1. Sam

15.3K 1K 64
                                    





"You may lose your faith in us, but never in yourselves... "

-Transformer 3-

SERINGNYA, para perempuan melewatkan satu bagian ini dari kami.

Kalian nggak pernah menyadari usaha mati-matian kami saat harus mematut diri lebih lama di depan cermin, berulang kali ngecek penampilan dari ujung rambut hingga ujung kaki, takut ada yang nggak beres sama penampilan kami, yang pada hari-hari biasanya, itu bukan kami bangetlah pokoknya.

Untuk alasan apa kami melakukan itu? adalah pertanyaan paling standar, yang bakal membersitkan jawaban paling payah sedunia:

Supaya bisa tampil sempurna di depan pasangan. Atau menghindarkan prasangka buruk orang-orang yang menganggap doi lagi jalan sama sopirnya yang padahal itu gue versi tampil terbaik.

Sekarang, silakan kalian tertawa berjemaah.

Setelah itu mungkin satu pertanyaan ini yang sekarang bercokol di benak kalian: Sedangkal itukah pikiran kami?

Jawabannya: Bisa iya, bisa enggak, atau bisa memang begitu kenyataannya.

Nah, kami yang gue maksudkan di atas adalah diri gue sendiri lho....

Gue yang lagi siap-siap kencan sama pacar gue.

Gue yang biasa tampil ala kadarnya dengan setelan jins belel yang robek di bagian lutut, kaus lengan panjang yang dibungkus jaket parasut kebanggan—yang entah purnama keberapa terakhir menyambangi tempat laundry-an—dan converse dekil yang gue lupa kapan terakhir kali menyentuh air, harus tampil habis-habisan malam ini.
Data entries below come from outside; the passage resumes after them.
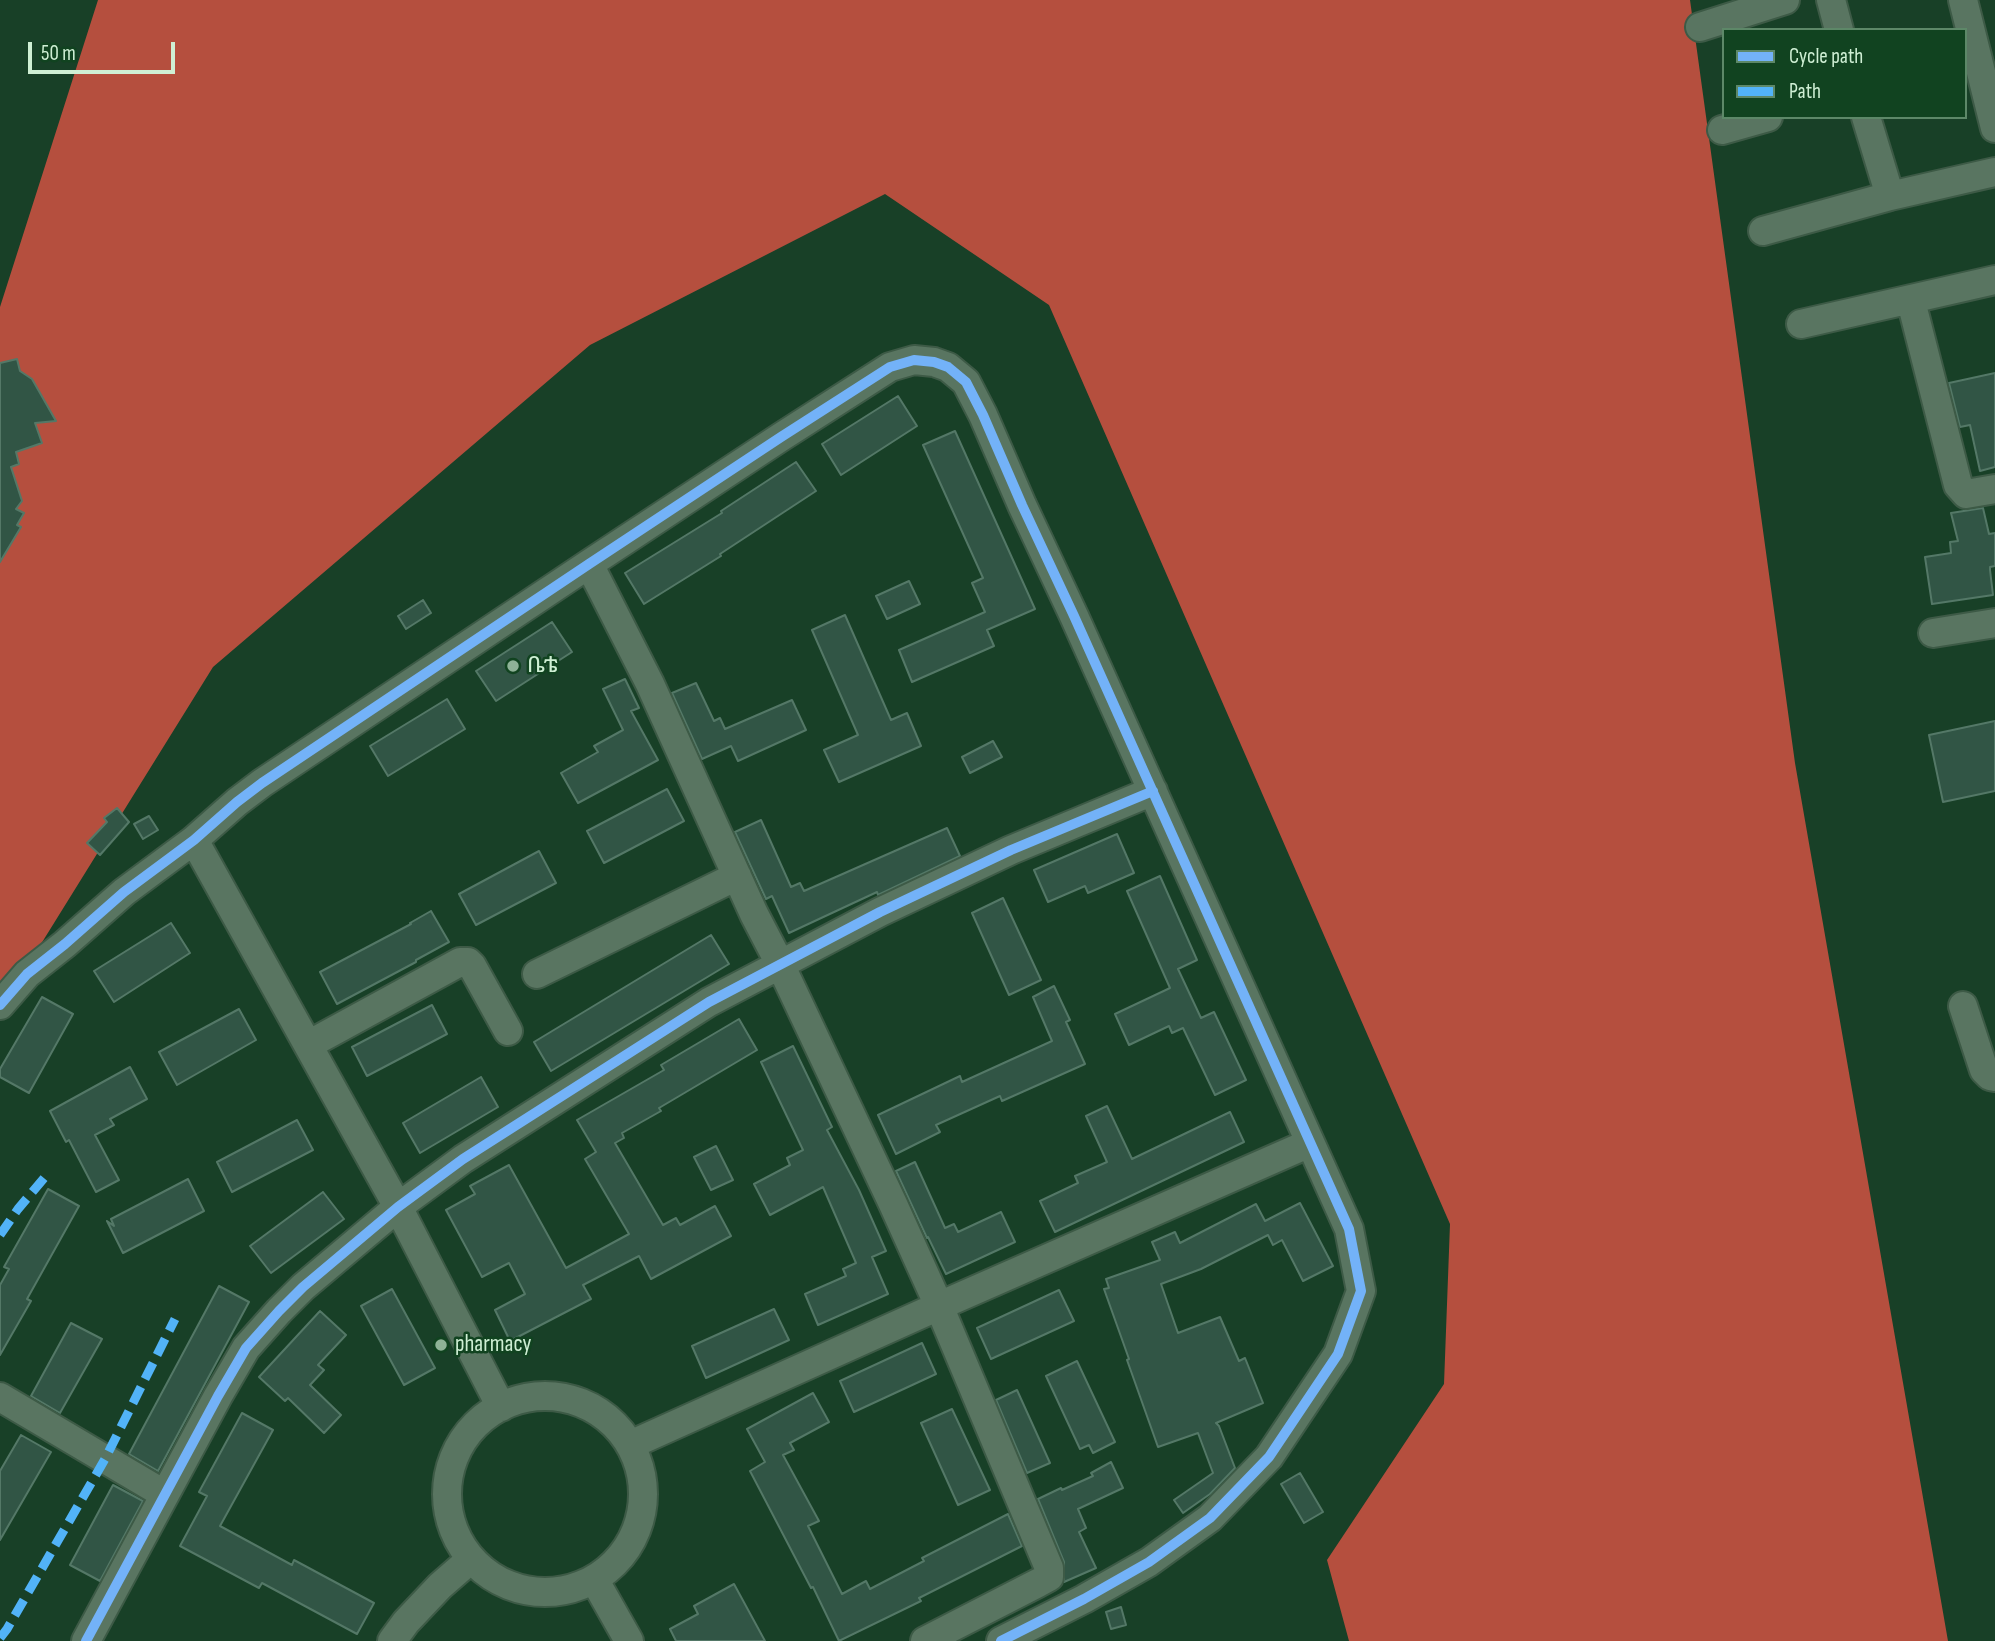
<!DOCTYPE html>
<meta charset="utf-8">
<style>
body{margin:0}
#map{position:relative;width:1995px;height:1641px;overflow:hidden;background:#184027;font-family:"Sofia Sans Condensed",sans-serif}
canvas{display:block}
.legend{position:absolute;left:1722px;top:28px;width:245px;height:91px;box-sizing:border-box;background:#114320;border:2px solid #5d8868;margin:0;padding:9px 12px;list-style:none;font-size:21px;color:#cfefd4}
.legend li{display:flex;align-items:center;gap:14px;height:35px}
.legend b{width:35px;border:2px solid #5d8868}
.scale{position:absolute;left:28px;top:42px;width:147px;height:32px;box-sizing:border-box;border:4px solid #cfefd4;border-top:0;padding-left:9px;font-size:21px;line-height:24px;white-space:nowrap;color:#cfefd4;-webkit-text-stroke:5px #114320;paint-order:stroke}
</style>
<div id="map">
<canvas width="1995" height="1641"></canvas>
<ul class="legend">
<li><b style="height:9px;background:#73b2f8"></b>Cycle path</li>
<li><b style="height:9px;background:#52b3f8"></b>Path</li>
</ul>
<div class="scale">50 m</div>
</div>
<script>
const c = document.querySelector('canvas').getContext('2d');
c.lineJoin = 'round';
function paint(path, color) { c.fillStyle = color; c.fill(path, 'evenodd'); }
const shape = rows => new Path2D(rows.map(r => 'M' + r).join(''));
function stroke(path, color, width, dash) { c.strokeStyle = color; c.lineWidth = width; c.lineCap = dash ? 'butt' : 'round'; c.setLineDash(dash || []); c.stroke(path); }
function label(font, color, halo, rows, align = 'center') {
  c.font = font + ' "Sofia Sans Condensed","Noto Sans Ethiopic",sans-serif'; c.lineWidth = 5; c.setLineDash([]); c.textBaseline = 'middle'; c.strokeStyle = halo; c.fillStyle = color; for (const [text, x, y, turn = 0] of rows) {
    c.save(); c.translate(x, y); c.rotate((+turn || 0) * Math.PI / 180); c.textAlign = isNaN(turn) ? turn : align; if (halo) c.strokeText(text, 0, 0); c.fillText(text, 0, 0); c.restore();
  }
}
paint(shape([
 [98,0,1690,0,1795,763,1948,1641,1349,1641,1327,1560,1444,1384,1450,1224,1049,305,885,194,590,345,213,667,0,1010,0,307]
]), '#b54f3e');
const building = shape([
 [17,359,20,371,32,379,56,421,35,423,42,443,16,452,19,464,11,467,22,501,16,509,24,513,17,525,21,527,0,562,0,363,17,359],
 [1995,373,1995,467,1980,471,1970,425,1960,427,1949,383,1995,373],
 [898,396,917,426,841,475,822,444,898,396],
 [955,431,1035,609,987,630,994,646,912,682,899,650,985,612,972,583,983,578,923,445,955,431],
 [796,462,816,491,720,554,721,556,644,604,625,573,722,513,721,511,796,462],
 [1983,508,1989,534,1995,533,1995,566,1990,567,1990,570,1993,595,1932,604,1925,557,1951,553,1950,542,1958,541,1951,513,1983,508],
 [909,581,920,604,887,619,876,596,909,581],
 [423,600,431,613,406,629,398,616,423,600],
 [845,615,891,720,907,713,921,746,839,782,824,750,858,735,812,630,845,615],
 [552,622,572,652,496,701,476,671,552,622],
 [625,679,639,708,631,711,658,760,578,803,561,773,598,752,594,746,623,730,603,689,625,679],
 [696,683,714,721,720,718,725,729,792,700,806,730,738,761,731,746,702,759,672,693,696,683],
 [447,699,465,729,388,776,370,746,447,699],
 [1995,721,1995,791,1943,802,1929,735,1995,721],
 [993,741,1002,757,970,773,962,757,993,741],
 [667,789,684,821,604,863,587,831,667,789],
 [117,808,129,822,100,855,87,843,107,822,104,818,117,808],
 [149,816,158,830,143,839,134,824,149,816],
 [761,820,791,887,800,883,804,891,947,828,960,856,878,895,877,892,789,933,772,896,766,899,735,832,761,820],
 [1117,834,1134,873,1088,893,1085,886,1048,902,1034,870,1117,834],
 [539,851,556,883,476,925,459,894,539,851],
 [1160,876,1197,960,1178,969,1201,1018,1214,1012,1246,1080,1215,1095,1183,1028,1172,1033,1169,1026,1129,1045,1115,1014,1170,988,1127,891,1160,876],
 [1003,898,1041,980,1009,995,972,913,1003,898],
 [431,911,449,942,416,960,416,962,337,1004,320,972,411,924,410,923,431,911],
 [171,923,190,953,114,1002,94,971,171,923],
 [711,935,729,964,551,1071,534,1042,711,935],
 [1054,986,1070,1020,1066,1022,1085,1064,1002,1101,1000,1096,936,1125,940,1132,896,1154,878,1115,960,1076,962,1082,1052,1041,1033,997,1054,986],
 [42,997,73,1014,29,1093,0,1077,0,1069,42,997],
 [432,1005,447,1034,367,1076,352,1047,432,1005],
 [239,1009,256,1040,177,1085,159,1052,239,1009],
 [739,1019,757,1050,659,1108,661,1111,622,1133,624,1138,615,1143,663,1225,676,1218,680,1225,715,1206,731,1236,651,1279,639,1256,583,1285,591,1299,510,1341,495,1310,525,1294,509,1263,482,1277,446,1210,475,1194,470,1186,509,1165,566,1268,629,1234,585,1159,596,1152,577,1120,664,1070,661,1065,739,1019],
 [793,1046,832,1127,827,1130,859,1190,886,1251,872,1257,888,1294,818,1325,805,1294,846,1276,843,1269,856,1263,823,1187,770,1215,754,1184,790,1165,787,1158,803,1150,761,1062,793,1046],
 [130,1067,147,1099,110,1119,114,1125,95,1135,119,1180,96,1192,69,1140,66,1142,50,1111,130,1067],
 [481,1077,498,1107,420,1153,403,1123,481,1077],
 [1107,1106,1132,1159,1230,1112,1244,1142,1055,1232,1040,1201,1078,1183,1075,1176,1107,1162,1086,1116,1107,1106],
 [297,1120,313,1150,232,1192,217,1162,297,1120],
 [716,1146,733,1180,711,1190,694,1157,716,1146],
 [915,1162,945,1228,954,1224,958,1232,1001,1212,1015,1242,946,1274,928,1237,927,1238,896,1171,915,1162],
 [188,1179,204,1211,123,1253,107,1221,114,1226,111,1219,188,1179],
 [48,1189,79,1206,27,1299,31,1301,0,1355,0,1285,9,1269,4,1267,48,1189],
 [323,1192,344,1219,271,1273,250,1246,323,1192],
 [1300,1203,1333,1266,1303,1281,1282,1240,1273,1245,1268,1235,1201,1269,1161,1284,1178,1333,1220,1317,1239,1361,1245,1358,1263,1403,1216,1423,1219,1426,1235,1468,1210,1494,1183,1513,1174,1500,1213,1473,1198,1433,1158,1447,1127,1360,1129,1359,1104,1289,1109,1288,1106,1279,1160,1260,1152,1242,1175,1232,1180,1243,1256,1204,1265,1221,1300,1203],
 [219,1286,249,1302,158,1471,129,1454,219,1286],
 [392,1289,435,1368,404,1385,361,1306,392,1289],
 [1059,1290,1074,1321,991,1359,977,1328,1059,1290],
 [774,1309,789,1340,706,1378,692,1346,774,1309],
 [320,1311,346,1335,318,1365,324,1370,310,1385,341,1415,324,1433,288,1398,285,1401,259,1377,320,1311],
 [71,1323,102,1339,60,1413,31,1396,71,1323],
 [922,1343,936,1374,854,1412,840,1381,922,1343],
 [1077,1361,1115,1442,1093,1453,1089,1445,1080,1449,1046,1376,1077,1361],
 [1017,1390,1050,1463,1027,1473,996,1400,1017,1390],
 [813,1393,829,1422,790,1443,794,1450,783,1455,819,1521,808,1526,842,1594,866,1581,870,1589,924,1561,922,1558,1008,1514,1022,1546,919,1598,921,1601,839,1641,813,1587,811,1588,750,1471,765,1462,747,1429,813,1393],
 [952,1409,990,1490,958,1505,921,1423,952,1409],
 [242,1413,273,1430,220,1526,292,1565,294,1560,374,1603,357,1634,262,1583,259,1588,180,1546,207,1496,199,1492,242,1413],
 [21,1435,51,1452,0,1540,0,1471,21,1435],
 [1111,1462,1123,1488,1078,1509,1086,1528,1079,1532,1096,1568,1064,1582,1064,1562,1038,1499,1061,1488,1062,1490,1093,1476,1091,1473,1111,1462],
 [1300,1473,1323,1512,1304,1523,1281,1484,1300,1473],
 [113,1485,143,1501,100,1581,70,1565,113,1485],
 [734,1584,765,1641,676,1641,670,1629,698,1614,694,1606,734,1584],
 [1121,1607,1126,1625,1111,1629,1106,1612,1121,1607]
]);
paint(building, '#315545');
stroke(building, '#547867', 2);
const minor = shape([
 [1831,0,1839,30],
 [1963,0,1995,128],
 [1700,27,1785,0],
 [1866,117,1890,196],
 [1722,130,1768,117],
 [1763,231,1890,196,1995,172],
 [1911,301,1958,485,1966,494,1995,489],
 [1801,324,1995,280],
 [589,564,650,684,754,914,780,964,893,1204,939,1306,1049,1568,1049,1577,1038,1583,925,1641],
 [1933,633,1995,623],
 [194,840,398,1207,501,1407],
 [537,974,737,876],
 [0,1005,27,974,65,944,124,892,194,840,237,802,262,783,589,564,781,437,890,367,914,360,934,362,948,367,966,382,983,415,1022,505,1074,616,1349,1229,1361,1291,1338,1354,1269,1457,1210,1518,1149,1562,1084,1599,1001,1641],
 [1963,1006,1984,1070,1990,1076,1995,1077],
 [308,1045,460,962,468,962,472,966,508,1031],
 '447 1494a98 98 0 1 1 196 0a98 98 0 1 1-196 0Z',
 [0,1397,164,1494],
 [630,1445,939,1306,1310,1143],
 [594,1579,629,1641],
 [86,1641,218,1396,246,1348,279,1311,303,1287,398,1207,463,1159,709,1002,880,912,1011,850,1153,791],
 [392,1641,406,1622,440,1586,471,1559]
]);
stroke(minor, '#3d5a46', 32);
stroke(minor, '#597561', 28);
stroke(shape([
 [0,1235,18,1209,45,1177],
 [0,1638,7,1629,105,1459,175,1319]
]), '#52b3f8', 9, [18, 9]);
stroke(shape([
 [0,1005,27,974,65,944,124,892,194,840,237,802,262,783,589,564,781,437,890,367,914,360,934,362,948,367,966,382,983,415,1022,505,1074,616,1349,1229,1361,1291,1338,1354,1269,1457,1210,1518,1149,1562,1084,1599,1001,1641],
 [86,1641,218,1396,246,1348,279,1311,303,1287,398,1207,463,1159,709,1002,880,912,1011,850,1153,791]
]), '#73b2f8', 10);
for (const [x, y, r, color] of [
 [513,666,7,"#8fb297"],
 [441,1345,7,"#8fb297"]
]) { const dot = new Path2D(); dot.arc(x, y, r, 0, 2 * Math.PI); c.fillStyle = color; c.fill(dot); stroke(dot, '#114320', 2.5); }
label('23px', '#cfefd4', '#114320', [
 ["ቤቴ",527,666],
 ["pharmacy",455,1345]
], 'left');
</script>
Beruntung banget gue punya dua sahabat yang lumayan bisa diandalkan dalam hal beginian, yang membantu penuh semua keperluan gue.

Rikas dengan senang hati minjemin kemeja warna kopi yang dipercaya membawa keberuntungan dalam hidupnya, berikut kunci Chevrolet Blazer hitam miliknya dengan bensin penuh.

Irham, sahabat gue yang selalu tampil rapi itu merelakan celana korduroi dan pantofel mengilatnya buat gue pakai.

Sahabat-sahabat gue yang baik itu sekarang lagi duduk di sofa menghadap televisi yang menampilkan game PES. Sesekali mereka menengok ke arah gue, seringnya sih dibarengi celetukan serta cengiran penuh muslihat yang berarti ledekan.

"Akhirnya lo bakal ngerasain kencan beneran juga, Bule. Selamat, ya, harusnya kita beli minuman buat rayain ini, Ham." Dari logat bugisnya yang kental, semua orang bakal langsung bisa menebak kalau yang barusan ngomong itu Rikas.

"Ke kamar gue dulu gih, Bule. Di laci samping tempat tidur kayaknya gue masih nyimpen kondom. Lo ambil aja, tiga cukup, kan?" Sekarang giliran Irham yang ngomong ngaco.

Dari kamar yang pintunya gue biarin terbuka, gue membalas ocehan mereka dengan mengulas senyum lebar sambil mengangkat kepalan tangan ke udara. Perlahan-lahan, jari tengah gue mengacung ke arah mereka. Sedetik kemudian reaksi gue itu ditanggapi derai tawa, seolah-olah gue ini badut ulang tahun yang layak mendapatkan semua itu.

Tapi ngomong-ngomong soal kencan, apa yang mereka bilang barusan memang benar—minus kondom tapinya. Malam ini gue ada kencan anniversary bareng perempuan yang udah gue pacari sejak zaman kuliah. Luhara Lituhayu. Sosoknya ini sesuai banget sama arti namanya yang dulu pernah gue searching di Google; Luhara diambil dari kata dasar Luh yang artinya "gadis" dan Lituhayu yang berarti "cantik rupawan". Orangtuanya, yang keturunan Jawa-Bali seolah bisa meramalkan, bahwa di masa depan, cuma dua kata itu yang mampu menggambarkan sosok putrinya.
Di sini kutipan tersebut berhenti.